**Activity**
Write out, please, the lines from the beginning of the material to the line with "solid #fff;border-radius:50%;background:#1a73e8;box-shadow:0 0", including both ends and nothing else.

**Data provided**

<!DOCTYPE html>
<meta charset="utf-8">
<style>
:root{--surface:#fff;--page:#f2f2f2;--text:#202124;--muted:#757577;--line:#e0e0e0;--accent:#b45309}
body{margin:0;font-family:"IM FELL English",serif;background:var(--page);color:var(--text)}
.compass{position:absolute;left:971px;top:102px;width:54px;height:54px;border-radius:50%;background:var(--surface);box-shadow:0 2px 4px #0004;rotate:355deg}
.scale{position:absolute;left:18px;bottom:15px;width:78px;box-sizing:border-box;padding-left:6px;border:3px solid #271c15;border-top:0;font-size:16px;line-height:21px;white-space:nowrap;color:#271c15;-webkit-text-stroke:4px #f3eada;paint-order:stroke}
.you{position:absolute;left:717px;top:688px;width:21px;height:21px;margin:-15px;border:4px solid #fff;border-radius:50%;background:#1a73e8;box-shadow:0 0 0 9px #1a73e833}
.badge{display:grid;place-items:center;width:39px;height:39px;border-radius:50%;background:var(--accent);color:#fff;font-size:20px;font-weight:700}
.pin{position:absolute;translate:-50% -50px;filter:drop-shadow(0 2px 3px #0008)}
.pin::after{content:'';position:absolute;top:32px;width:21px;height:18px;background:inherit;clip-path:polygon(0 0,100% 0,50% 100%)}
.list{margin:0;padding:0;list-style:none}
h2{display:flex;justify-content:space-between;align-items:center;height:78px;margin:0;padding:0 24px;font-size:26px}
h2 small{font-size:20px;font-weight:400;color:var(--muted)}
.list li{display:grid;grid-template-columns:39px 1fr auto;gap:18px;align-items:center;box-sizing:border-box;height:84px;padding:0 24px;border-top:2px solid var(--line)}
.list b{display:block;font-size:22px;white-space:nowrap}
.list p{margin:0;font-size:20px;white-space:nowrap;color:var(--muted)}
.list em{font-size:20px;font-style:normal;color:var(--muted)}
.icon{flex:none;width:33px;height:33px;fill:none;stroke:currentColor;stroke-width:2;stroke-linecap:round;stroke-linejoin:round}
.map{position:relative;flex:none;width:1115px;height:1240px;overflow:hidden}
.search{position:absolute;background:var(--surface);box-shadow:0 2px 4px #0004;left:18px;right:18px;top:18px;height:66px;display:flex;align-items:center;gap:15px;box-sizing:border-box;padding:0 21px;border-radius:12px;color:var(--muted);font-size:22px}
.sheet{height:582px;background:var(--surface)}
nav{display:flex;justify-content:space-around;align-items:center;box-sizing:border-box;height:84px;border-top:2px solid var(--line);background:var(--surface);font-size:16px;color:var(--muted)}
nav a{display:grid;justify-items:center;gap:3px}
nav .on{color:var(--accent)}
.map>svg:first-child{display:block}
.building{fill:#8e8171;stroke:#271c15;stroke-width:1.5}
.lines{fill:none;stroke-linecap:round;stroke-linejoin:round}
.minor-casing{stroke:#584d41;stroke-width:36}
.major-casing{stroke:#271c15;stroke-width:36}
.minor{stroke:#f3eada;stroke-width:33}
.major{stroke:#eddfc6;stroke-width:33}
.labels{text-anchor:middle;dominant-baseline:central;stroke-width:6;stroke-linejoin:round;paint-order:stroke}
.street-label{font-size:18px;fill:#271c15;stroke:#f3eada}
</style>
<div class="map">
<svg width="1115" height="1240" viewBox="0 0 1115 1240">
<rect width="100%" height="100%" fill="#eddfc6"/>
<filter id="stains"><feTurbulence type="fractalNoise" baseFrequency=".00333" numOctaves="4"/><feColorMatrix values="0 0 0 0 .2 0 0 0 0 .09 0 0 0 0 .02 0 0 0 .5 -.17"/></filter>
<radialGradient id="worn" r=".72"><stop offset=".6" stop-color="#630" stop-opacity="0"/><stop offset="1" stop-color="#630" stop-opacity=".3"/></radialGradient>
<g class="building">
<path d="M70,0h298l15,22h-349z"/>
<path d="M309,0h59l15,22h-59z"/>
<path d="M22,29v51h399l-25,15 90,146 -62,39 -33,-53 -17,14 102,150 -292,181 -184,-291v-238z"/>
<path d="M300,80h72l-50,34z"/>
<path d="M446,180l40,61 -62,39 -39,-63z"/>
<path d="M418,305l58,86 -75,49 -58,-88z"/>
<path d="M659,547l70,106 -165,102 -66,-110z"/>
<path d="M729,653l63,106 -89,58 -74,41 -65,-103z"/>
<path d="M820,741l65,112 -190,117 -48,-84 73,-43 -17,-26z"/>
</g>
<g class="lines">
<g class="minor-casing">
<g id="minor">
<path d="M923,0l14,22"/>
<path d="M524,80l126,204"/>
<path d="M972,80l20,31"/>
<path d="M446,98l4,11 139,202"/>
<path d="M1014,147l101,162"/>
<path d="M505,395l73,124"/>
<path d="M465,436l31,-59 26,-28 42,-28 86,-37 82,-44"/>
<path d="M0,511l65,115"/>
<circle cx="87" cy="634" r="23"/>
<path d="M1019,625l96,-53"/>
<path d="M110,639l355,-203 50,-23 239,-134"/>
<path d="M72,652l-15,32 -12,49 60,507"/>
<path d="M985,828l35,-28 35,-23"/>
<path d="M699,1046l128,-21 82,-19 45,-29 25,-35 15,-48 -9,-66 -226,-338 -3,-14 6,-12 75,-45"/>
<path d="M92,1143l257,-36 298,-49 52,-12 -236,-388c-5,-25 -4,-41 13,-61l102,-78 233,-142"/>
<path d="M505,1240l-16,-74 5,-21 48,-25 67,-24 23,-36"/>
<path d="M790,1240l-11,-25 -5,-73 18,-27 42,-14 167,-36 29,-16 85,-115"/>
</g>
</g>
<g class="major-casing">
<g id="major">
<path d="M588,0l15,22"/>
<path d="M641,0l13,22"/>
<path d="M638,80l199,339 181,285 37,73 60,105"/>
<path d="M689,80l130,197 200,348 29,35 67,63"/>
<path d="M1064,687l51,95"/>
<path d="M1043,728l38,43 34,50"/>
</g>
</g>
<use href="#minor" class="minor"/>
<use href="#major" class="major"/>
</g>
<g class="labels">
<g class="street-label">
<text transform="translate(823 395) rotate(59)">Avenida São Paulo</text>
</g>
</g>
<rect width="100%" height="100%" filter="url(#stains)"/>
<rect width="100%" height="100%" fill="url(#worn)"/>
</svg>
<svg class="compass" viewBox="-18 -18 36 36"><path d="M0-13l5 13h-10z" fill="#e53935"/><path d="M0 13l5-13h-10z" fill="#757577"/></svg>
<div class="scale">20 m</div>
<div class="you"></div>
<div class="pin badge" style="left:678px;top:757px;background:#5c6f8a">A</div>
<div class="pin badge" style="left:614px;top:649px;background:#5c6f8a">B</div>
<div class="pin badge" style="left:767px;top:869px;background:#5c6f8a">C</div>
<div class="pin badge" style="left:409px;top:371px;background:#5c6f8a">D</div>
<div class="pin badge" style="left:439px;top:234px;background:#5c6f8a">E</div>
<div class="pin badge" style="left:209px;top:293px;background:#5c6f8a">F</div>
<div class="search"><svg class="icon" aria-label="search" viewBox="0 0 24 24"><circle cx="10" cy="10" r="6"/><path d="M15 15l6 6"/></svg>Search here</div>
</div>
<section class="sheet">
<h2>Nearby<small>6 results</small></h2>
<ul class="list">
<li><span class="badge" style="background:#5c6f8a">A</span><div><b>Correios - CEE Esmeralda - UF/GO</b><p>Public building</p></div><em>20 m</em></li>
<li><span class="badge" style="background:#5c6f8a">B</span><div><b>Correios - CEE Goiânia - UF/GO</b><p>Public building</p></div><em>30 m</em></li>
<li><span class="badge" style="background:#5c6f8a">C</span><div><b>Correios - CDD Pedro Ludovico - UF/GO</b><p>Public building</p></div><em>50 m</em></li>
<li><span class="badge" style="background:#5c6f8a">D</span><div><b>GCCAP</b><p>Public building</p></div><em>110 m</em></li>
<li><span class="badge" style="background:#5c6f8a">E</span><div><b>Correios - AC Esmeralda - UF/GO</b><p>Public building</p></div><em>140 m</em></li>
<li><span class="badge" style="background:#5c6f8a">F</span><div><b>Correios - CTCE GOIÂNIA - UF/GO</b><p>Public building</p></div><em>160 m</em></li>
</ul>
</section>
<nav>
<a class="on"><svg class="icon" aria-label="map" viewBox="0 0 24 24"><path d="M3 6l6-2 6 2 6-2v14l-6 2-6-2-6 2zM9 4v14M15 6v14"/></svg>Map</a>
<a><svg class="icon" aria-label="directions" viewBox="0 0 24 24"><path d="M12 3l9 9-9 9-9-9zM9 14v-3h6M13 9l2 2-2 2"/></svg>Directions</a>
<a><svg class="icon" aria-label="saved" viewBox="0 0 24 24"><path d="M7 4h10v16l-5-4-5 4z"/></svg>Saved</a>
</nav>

**Answer area**
<!DOCTYPE html>
<meta charset="utf-8">
<style>
:root{--surface:#fff;--page:#f2f2f2;--text:#202124;--muted:#757577;--line:#e0e0e0;--accent:#b45309}
body{margin:0;font-family:"IM FELL English",serif;background:var(--page);color:var(--text)}
.compass{position:absolute;left:971px;top:102px;width:54px;height:54px;border-radius:50%;background:var(--surface);box-shadow:0 2px 4px #0004;rotate:355deg}
.scale{position:absolute;left:18px;bottom:15px;width:78px;box-sizing:border-box;padding-left:6px;border:3px solid #271c15;border-top:0;font-size:16px;line-height:21px;white-space:nowrap;color:#271c15;-webkit-text-stroke:4px #f3eada;paint-order:stroke}
.you{position:absolute;left:717px;top:688px;width:21px;height:21px;margin:-15px;border:4px solid #fff;border-radius:50%;background:#1a73e8;box-shadow:0 0 0 9px #1a73e833}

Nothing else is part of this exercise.